What is still up in the air is how many future beneficiaries would receive from Social Security if the existing surplus in the trust fund that pays out benefits runs out in 2034, as is currently forecast. At that moment, the fund was only able to cover 78 percent of the total amount of benefits.

As a result, “a lot of household portfolios for folks who rely on that Social Security payment would be devastated,” according to Rutledge.

In the United States, approximately half of seniors rely on Social Security for at least half of their entire income. Rutledge stated that this demonstrates how important the program is to retirees.

“Social Security is really necessary to protect,” he added, noting that future retirees will have to rely more on other sources of income, such as employer-sponsored 401(k) plans, their personal savings, and house equity to supplement their income. “In general, you need to take an all-of-the-above approach,” says the author.

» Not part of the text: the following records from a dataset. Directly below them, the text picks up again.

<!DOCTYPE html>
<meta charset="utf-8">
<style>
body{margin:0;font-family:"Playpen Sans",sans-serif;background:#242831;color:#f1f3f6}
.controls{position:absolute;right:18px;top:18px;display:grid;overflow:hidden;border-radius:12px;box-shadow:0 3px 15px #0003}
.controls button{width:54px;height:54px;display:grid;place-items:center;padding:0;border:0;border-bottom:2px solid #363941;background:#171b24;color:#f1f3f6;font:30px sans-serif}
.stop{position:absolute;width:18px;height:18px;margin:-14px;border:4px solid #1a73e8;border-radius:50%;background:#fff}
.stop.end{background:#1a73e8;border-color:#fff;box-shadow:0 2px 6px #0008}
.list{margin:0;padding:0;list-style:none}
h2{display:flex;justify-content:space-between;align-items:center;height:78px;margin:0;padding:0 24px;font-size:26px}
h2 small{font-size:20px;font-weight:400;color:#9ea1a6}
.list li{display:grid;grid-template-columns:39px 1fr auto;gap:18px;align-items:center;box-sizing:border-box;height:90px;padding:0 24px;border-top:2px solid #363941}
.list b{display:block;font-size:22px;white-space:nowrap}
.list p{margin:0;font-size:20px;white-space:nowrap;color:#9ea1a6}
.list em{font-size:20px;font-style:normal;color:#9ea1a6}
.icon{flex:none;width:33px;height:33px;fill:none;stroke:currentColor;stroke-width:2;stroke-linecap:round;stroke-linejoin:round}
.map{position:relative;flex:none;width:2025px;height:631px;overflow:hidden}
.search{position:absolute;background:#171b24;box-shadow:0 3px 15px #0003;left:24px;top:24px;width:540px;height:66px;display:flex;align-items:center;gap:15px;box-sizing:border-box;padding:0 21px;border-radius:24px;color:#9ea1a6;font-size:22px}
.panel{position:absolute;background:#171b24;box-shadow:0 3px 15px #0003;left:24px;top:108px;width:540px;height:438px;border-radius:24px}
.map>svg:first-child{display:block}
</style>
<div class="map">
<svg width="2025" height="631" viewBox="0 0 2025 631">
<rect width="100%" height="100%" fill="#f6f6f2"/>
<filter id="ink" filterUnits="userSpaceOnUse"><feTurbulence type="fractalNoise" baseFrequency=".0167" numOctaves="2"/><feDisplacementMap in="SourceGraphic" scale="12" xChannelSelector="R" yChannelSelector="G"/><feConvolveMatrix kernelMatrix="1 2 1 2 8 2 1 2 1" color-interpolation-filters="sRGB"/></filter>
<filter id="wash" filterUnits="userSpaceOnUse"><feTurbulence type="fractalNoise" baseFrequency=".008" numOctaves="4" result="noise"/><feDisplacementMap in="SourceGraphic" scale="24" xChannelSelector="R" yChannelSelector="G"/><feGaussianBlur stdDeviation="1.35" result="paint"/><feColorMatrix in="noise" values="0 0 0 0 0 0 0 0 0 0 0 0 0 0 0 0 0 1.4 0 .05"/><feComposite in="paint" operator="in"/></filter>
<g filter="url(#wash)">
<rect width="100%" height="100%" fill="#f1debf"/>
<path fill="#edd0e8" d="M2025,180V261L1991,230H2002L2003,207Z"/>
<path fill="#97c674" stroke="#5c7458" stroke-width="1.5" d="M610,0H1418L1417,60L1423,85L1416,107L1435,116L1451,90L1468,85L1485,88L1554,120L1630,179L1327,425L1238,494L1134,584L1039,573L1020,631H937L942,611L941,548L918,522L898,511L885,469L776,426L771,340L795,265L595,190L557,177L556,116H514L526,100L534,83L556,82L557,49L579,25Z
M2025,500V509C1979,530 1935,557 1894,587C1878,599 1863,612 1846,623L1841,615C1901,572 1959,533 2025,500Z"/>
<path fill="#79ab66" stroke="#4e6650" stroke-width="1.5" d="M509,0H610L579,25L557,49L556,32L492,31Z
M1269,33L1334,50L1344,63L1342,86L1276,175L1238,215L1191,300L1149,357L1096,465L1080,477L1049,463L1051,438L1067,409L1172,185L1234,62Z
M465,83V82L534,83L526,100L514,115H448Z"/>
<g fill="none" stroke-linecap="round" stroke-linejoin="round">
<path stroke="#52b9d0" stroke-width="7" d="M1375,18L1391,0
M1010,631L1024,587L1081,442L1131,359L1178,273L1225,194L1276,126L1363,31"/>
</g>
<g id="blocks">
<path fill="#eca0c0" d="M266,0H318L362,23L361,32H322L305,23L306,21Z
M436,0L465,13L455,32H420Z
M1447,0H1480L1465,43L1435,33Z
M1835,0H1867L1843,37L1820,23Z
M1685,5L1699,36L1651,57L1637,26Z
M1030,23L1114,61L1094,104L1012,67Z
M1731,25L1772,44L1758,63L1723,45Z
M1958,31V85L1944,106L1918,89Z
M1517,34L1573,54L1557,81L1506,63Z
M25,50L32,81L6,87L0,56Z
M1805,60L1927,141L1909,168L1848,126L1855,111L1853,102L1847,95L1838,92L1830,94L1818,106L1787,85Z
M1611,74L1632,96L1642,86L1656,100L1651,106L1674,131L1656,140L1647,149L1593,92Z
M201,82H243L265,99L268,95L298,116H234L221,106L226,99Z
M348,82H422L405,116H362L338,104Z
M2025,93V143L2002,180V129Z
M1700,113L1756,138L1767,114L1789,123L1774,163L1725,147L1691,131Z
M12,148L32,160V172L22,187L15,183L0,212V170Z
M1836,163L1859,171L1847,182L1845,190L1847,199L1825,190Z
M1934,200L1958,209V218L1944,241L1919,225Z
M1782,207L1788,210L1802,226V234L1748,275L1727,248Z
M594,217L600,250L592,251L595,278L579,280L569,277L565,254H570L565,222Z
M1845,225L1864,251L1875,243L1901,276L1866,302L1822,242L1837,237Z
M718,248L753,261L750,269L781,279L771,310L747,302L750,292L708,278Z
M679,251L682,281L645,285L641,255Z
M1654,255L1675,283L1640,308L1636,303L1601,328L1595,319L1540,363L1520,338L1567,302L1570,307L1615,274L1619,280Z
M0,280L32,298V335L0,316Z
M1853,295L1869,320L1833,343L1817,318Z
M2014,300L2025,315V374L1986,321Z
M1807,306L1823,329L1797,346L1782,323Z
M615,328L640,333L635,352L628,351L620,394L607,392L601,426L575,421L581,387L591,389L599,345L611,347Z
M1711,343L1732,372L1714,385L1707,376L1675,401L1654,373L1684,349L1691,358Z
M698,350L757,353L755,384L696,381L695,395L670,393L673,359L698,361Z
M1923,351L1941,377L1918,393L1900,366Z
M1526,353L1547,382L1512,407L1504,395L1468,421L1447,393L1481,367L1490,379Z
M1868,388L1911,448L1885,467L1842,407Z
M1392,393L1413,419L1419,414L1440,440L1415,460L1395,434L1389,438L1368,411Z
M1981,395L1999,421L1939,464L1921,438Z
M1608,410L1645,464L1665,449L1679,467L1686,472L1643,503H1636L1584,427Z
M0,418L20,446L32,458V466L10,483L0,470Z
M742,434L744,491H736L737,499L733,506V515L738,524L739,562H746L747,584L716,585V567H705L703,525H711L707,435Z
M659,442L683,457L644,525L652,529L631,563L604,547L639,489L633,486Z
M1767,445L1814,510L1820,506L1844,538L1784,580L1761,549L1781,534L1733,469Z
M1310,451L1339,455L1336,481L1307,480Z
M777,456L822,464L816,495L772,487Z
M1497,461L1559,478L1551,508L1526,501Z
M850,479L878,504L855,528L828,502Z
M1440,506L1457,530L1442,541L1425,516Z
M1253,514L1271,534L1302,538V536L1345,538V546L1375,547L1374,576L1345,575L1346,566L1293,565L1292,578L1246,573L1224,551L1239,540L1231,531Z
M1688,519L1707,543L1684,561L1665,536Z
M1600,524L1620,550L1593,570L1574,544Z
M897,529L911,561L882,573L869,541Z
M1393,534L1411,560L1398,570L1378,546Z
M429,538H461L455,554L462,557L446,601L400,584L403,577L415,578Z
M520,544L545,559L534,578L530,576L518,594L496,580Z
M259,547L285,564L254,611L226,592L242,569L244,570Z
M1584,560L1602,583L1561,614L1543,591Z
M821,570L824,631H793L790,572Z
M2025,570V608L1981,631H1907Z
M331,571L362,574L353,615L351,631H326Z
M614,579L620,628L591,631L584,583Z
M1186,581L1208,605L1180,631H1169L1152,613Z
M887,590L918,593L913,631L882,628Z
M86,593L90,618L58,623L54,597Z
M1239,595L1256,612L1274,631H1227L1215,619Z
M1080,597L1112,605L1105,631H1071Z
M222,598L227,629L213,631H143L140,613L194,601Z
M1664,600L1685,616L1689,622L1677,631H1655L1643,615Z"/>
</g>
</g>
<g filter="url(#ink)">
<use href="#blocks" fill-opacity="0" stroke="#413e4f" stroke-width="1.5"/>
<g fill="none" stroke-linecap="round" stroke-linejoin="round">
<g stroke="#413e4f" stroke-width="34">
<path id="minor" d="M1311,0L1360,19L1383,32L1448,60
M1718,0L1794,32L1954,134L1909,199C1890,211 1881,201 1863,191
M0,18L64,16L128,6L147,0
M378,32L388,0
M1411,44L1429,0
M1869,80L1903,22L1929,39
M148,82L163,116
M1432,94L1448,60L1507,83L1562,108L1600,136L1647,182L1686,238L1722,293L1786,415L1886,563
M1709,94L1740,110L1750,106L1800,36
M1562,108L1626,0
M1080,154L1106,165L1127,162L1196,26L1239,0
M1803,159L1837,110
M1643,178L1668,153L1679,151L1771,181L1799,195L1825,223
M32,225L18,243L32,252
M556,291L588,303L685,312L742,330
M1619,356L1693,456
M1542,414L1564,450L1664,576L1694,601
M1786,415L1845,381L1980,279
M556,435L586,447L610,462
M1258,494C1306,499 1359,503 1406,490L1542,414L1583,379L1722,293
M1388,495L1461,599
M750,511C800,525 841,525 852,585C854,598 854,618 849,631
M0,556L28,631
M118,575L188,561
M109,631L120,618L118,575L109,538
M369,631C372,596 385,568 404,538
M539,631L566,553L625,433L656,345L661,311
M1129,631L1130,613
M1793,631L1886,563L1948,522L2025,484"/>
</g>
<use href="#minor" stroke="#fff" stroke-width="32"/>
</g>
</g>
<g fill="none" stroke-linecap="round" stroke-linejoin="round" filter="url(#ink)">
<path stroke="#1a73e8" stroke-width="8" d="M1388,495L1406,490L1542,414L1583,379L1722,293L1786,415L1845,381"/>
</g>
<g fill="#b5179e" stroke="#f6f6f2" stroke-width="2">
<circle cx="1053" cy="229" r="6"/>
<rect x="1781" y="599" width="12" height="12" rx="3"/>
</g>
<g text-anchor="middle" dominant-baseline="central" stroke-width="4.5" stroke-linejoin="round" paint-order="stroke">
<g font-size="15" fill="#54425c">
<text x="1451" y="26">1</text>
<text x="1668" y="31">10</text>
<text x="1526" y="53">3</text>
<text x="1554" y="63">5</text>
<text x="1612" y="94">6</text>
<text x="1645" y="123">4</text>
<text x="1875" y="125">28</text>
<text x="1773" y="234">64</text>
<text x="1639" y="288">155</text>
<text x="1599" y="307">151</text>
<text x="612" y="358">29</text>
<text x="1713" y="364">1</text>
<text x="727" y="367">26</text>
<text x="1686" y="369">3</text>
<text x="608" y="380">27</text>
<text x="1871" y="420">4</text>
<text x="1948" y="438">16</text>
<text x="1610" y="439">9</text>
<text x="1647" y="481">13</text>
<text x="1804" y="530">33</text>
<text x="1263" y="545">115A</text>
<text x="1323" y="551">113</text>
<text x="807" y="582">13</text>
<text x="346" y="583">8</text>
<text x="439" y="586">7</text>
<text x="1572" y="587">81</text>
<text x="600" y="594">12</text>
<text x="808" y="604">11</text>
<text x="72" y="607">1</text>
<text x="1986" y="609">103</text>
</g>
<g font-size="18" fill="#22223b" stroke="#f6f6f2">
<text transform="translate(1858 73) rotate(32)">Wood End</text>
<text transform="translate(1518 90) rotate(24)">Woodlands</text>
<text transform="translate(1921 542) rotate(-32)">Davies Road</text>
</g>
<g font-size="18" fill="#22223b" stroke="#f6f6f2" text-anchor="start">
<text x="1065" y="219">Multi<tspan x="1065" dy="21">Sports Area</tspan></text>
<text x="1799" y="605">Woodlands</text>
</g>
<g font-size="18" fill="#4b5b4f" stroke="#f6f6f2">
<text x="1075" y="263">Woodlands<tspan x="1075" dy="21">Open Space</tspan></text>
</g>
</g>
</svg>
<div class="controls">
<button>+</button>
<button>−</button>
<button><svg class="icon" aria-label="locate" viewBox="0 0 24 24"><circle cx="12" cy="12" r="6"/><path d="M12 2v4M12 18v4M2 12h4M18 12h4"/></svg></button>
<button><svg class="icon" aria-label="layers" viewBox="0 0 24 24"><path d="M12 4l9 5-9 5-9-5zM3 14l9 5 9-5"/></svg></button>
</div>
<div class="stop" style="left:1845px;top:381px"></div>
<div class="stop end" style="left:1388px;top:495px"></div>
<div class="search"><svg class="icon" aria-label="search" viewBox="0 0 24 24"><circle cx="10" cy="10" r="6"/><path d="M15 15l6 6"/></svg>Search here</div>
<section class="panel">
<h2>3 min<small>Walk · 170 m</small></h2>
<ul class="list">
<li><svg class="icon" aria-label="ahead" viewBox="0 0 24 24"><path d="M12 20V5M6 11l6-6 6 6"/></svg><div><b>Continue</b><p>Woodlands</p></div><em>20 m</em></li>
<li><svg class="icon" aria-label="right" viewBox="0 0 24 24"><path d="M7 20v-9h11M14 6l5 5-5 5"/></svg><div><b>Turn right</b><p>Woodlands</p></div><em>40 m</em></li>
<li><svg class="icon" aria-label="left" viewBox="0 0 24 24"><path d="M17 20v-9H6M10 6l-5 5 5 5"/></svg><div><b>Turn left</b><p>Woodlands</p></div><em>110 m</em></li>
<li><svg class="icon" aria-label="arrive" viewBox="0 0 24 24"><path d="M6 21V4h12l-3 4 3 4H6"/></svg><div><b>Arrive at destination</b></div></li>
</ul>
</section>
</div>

What strikes Rutledge is that there has been little political discussion on the future of Social Security, despite the fact that seniors constitute a significant and loyal voting bloc.

“We haven’t heard a peep during any of the last few election cycles,” said Rutledge, who added that legislators might take restorative acts to strengthen up Social Security, such as increasing taxes on wealthier earnings and extending the retirement age beyond 67 years old, to do so.

In a way, it’s almost as if there is bipartisan support, but it’s nonpartisan support for completely avoiding the problem.